Linguistic Processing

Introduction

Transclusion can be divided into large scale, context-free transclusion and small scale, parametrised transclusion. For example, in DocBook, using an assembly to include chapters or sections in a book is large scale and context-free. Inserting a product name at multiple locations in the document is small scale, parametrised transclusion. Small snippets of text might be transcluded in several ways: via entities, XInclude elements, or using the PACBook TransParam.xsl stylesheet.

All the examples on this page assume you are using the PACBook TransParam.xsl stylesheet and are marked up accordingly; you could almost as easily use entities or XInclude instead, but the markup would be different.

It's sometimes desirable that the content of the transcluded term should vary in some way. Perhaps a different brand name is used for different markets; or perhaps a generic document is used for lots of different products, and you want to include the correct product name in each version of the document.

There are several different methods that you could use to vary the content of the transcluded term. One is by local redefinition of the transclusion text. This is implemented by the PACBook TransParam.xsl stylesheet. Another is by combining transclusion and conditional processing. For example, using the PACBook markup, you could create a transclusion resource called Product_Name containing the possible product names, like so:

<resource xl:label="Product_Name">
  <phrase vendor="ACME">Euro 500</phrase>
  <phrase vendor="Yoyodyne">Oz 500</phrase>
</resource>

You would then use the TransParam.xsl stylesheet to transclude the conditional phrases wherever the product name was required:

<title>Installing <phrase content:ref="Product_Name"/></title>

Parametrised transclusion gives:

<title>Installing <phrase>
  <phrase vendor="ACME">Euro 500</phrase>
  <phrase vendor="Yoyodyne">Oz 500</phrase>
</phrase></title>

You would then use conditional processing, e.g. with the DocBook XSL parameter profile.vendor, to select the correct product name for the required vendor.

Small scale, parametrised transclusion can have linguistic consequences.
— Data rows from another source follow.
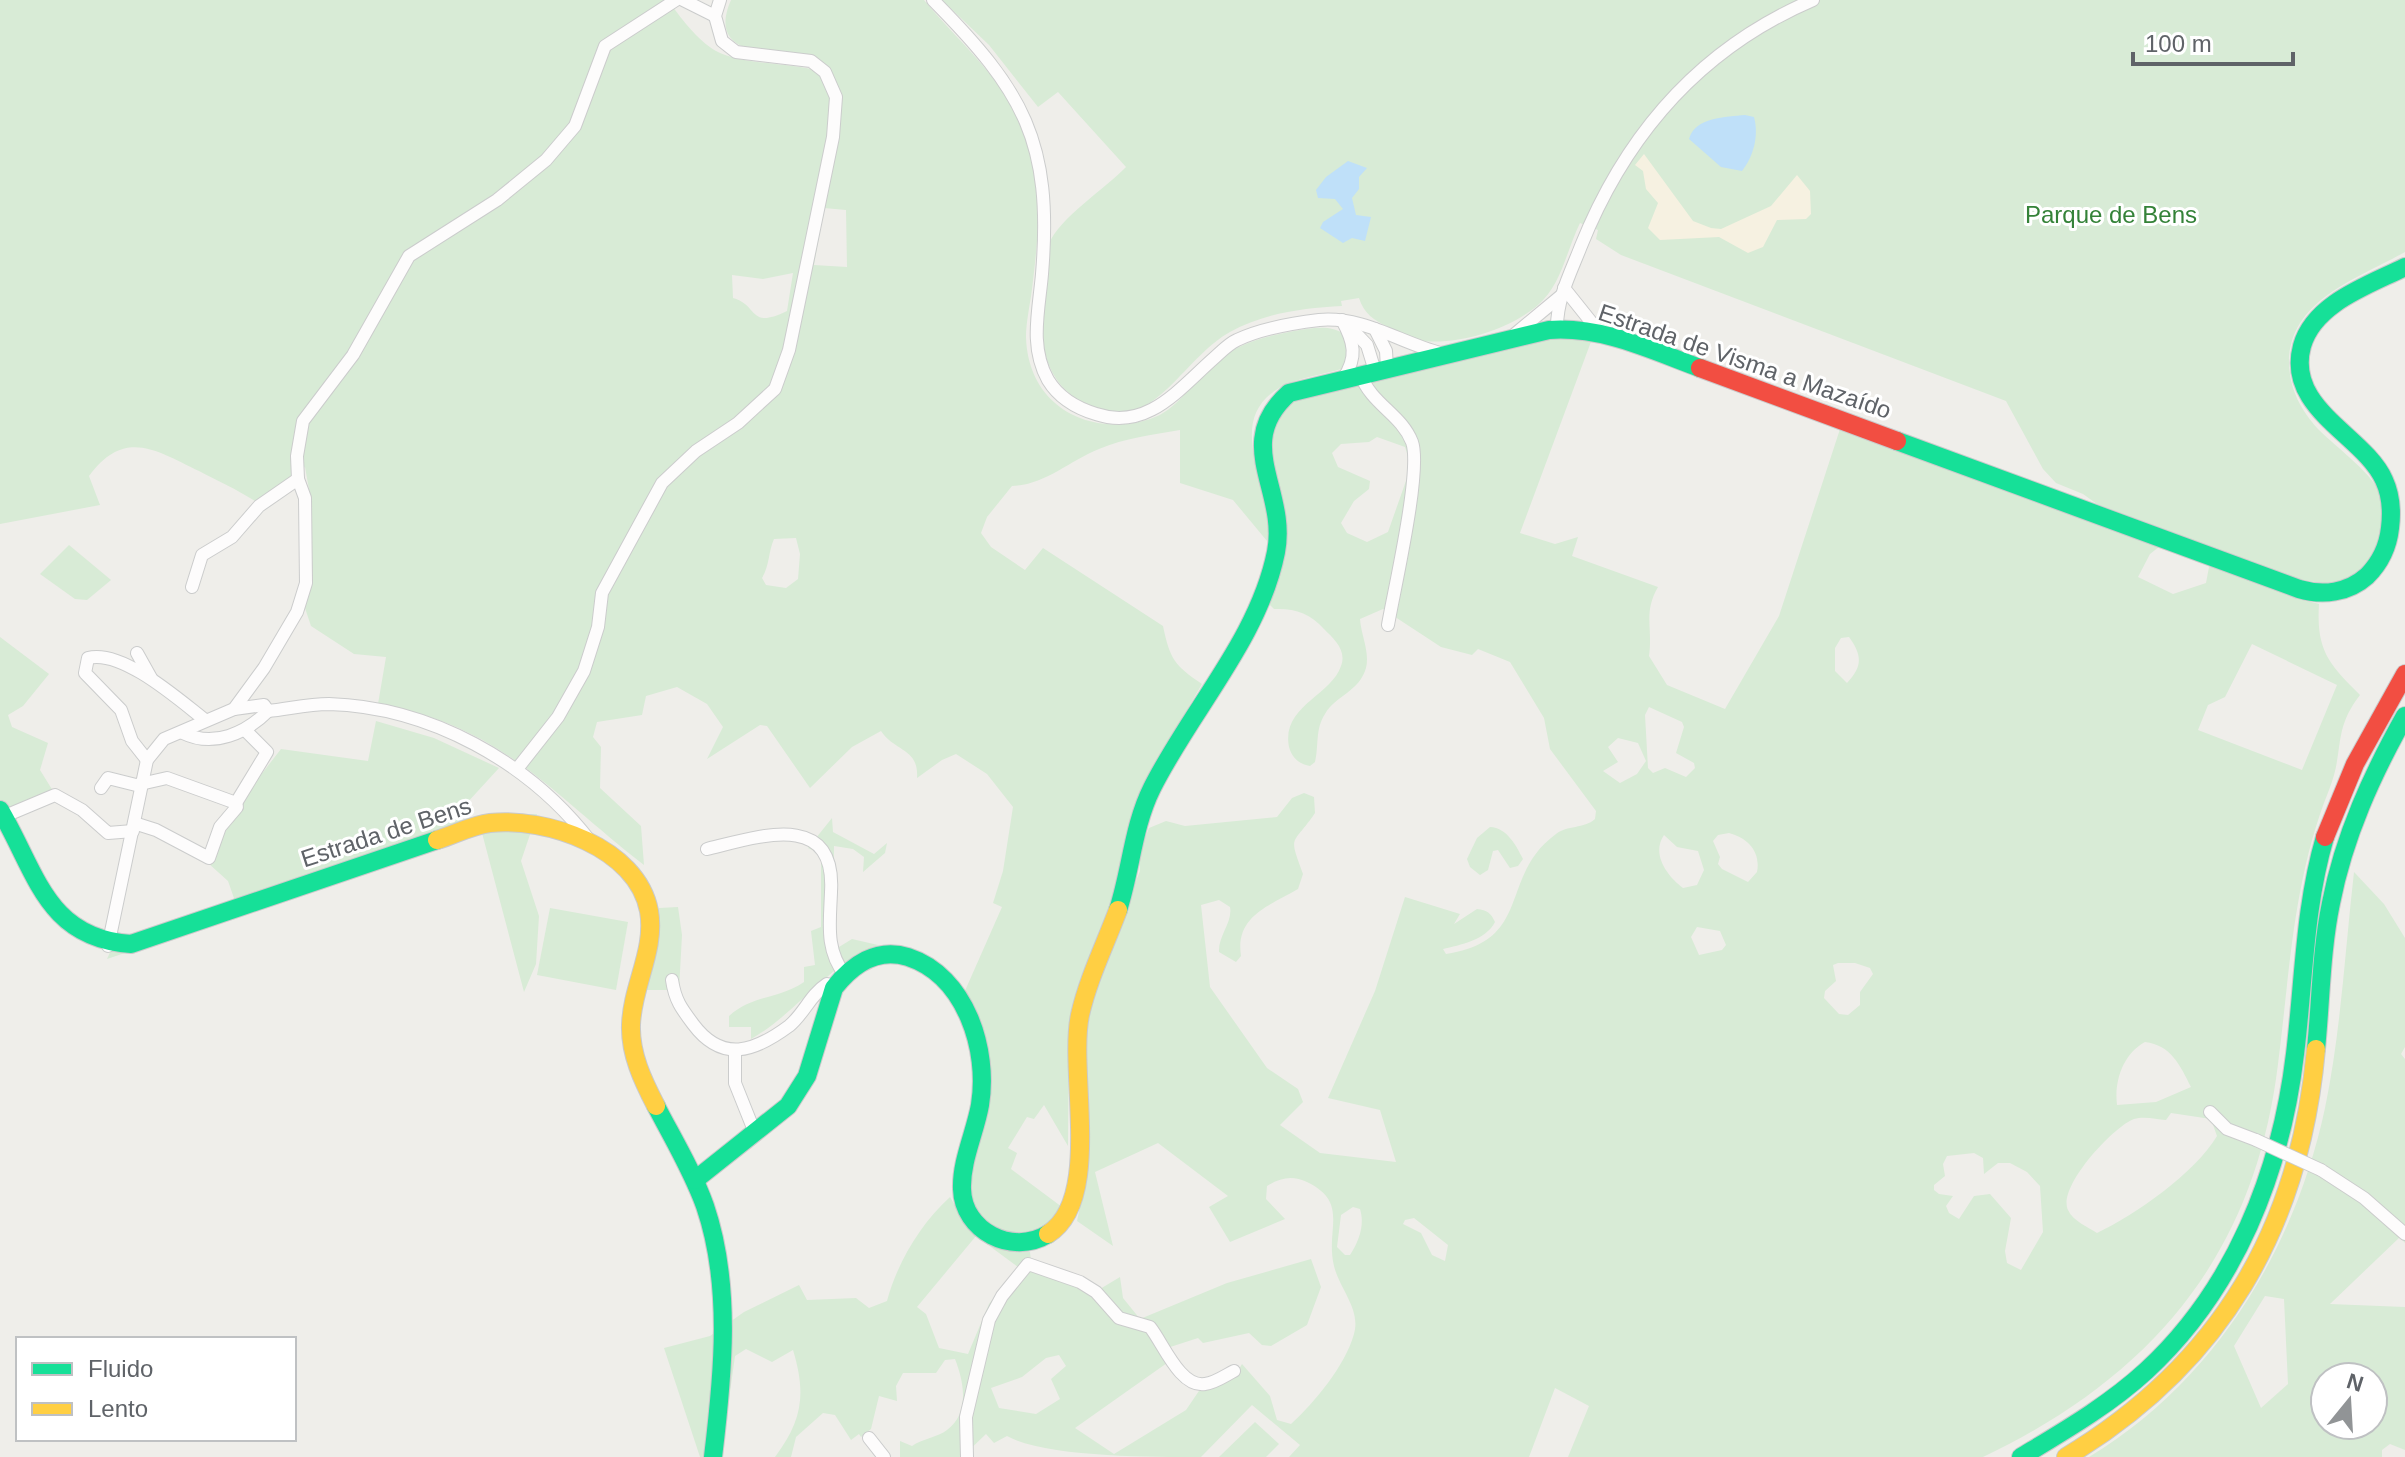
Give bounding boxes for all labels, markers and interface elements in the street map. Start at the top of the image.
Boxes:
scale bar [2133,16,2293,66]
text: 100 m [2145,30,2212,57]
park label: Parque de Bens [2025,201,2197,228]
street label: Estrada de Visma a Mazaído [1595,298,1895,424]
street label: Estrada de Bens [297,792,475,872]
legend [16,1337,296,1441]
text: Fluido [88,1355,153,1382]
north arrow [2309,1361,2389,1441]
text: N [2344,1368,2366,1397]
text: Lento [88,1395,148,1422]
These problems can often be avoided by careful wording and translation. In some circumstances, though, they may be unavoidable.

Problem 1: Inflecting Dependent Words

If the transcluded word or phrase is the head of a noun phrase, further changes may be required in dependent words. To take an obvious example from English:

<title>Configuring a <phrase content:ref="Product_Name"/> Server</title>

Parametrised transclusion and profiling for the ACME vendor gives:

<title>Configuring a <phrase>
  <phrase vendor="ACME">Euro 500</phrase>
</phrase> Server</title>

... which is correct. However, profiling for the Yoyodyne vendor gives:

<title>Configuring a <phrase>
  <phrase vendor="Yoyodyne">Oz 500</phrase>
</phrase> Server</title>

... which is incorrect. The word a should be an.

In languages other than English, dependent words can also vary according to the syntactic environment. For example, a document may use conditional processing to select the term PC, tablet or phone, depending on the operating system or architecture for which the document is published. The terms PC, tablet and phone may have different genders in other languages, so dependent articles and adjectives will also have to change in agreement with the selected term.

Problem 2: Declining the Head Word

In many languages other than English, the form of the transcluded snippet itself might vary, depending on the role of the term in the sentence. (This usually only applies if the transcluded text is a common noun, rather than a brand name.) For instance, in Swedish a definite term might need to take a different form to an indefinite term, e.g. organisationsenheten “the organisational unit”, organisationsenhet “organisational unit”. In German, a genitive or dative term might take a different form to the usual nominative form, e.g. Schlüsselinhaber “keyholders” (nominative), Schlüsselinhabern “keyholders” (dative).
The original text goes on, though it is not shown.